Waleria Szewczyk dzięki programowi "Love Island. Wyspa Miłości" zyskała dużą popularność na Instagramie. Jej profil był obserwowany przez prawie 200 tysięcy osób. Gwiazda doskonale wiedziała, jak to wykorzystać. Po wyjściu z randkowego show szybko zaczęła monetyzować swoje zasięgi.
Niestety, jej dalsza kariera infuencerki stoi pod dużym znakiem zapytania, bo profil został przechwycony przez obywatela Turcji.

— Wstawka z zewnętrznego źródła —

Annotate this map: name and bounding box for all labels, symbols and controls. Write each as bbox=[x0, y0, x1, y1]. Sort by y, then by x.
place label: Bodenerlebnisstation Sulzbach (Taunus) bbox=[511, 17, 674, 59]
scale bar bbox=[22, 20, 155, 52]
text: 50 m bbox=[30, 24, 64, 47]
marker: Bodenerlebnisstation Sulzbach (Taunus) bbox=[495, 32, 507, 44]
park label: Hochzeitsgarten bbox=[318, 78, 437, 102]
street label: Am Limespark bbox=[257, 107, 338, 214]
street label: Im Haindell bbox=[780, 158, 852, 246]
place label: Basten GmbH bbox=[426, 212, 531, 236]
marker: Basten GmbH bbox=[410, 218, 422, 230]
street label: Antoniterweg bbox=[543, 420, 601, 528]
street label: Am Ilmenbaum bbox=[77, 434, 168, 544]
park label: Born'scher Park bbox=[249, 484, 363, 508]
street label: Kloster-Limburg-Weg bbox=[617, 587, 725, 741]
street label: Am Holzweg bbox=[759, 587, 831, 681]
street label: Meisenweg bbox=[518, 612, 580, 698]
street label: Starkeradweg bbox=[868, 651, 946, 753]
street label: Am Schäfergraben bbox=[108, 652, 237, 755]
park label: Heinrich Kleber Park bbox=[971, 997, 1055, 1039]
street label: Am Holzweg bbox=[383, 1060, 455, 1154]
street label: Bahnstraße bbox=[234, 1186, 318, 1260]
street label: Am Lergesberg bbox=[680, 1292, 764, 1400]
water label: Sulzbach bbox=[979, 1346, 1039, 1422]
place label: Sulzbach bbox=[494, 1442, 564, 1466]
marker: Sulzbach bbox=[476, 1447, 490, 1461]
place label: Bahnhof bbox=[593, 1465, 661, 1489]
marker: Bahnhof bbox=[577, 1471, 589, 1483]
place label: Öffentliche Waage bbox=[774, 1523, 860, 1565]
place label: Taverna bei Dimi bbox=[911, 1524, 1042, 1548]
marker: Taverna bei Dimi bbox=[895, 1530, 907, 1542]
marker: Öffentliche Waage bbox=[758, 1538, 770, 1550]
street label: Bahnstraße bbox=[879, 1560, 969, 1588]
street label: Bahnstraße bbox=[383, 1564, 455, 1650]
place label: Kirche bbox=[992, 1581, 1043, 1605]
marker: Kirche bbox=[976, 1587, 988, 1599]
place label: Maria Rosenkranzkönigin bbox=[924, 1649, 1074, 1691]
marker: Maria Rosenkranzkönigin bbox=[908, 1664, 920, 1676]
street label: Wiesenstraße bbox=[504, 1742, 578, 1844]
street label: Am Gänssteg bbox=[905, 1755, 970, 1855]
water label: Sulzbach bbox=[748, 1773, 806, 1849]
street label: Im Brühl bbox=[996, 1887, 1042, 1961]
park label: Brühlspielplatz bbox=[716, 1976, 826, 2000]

O kradzieży konta dowiedziałam się od mojego Piotrka. Zadzwonił do mnie i zapytał, dlaczego go zablokowałam. Bardzo mnie to zdziwiło. Jak chciałam sprawdzić, o co chodzi, to byłam już wylogowana z Instagrama, a mój login i hasło zostało zmienione. Kontaktowałam się z przedstawicielami aplikacji, jednak nie są mi w stanie pomóc. Policja też jest bezradna
Złodziej żąda okupu!
Po kilku godzinach odezwał się do mnie haker. Poprosił o kontakt na szyfrowanej aplikacji. Postawił mi jasne warunki, że odda mi konto, jak wpłacę mu 800 dolarów. Każe wysłać je bitcoinami. Nie wiem, co mam z tym zrobić. Jest mi bardzo smuto, że ta sytuacja spotkała akurat mnie. Biorę pod uwagę wpłatę żądanej kwoty
Trzymamy kciuki za szczęśliwe zakończenie sprawy.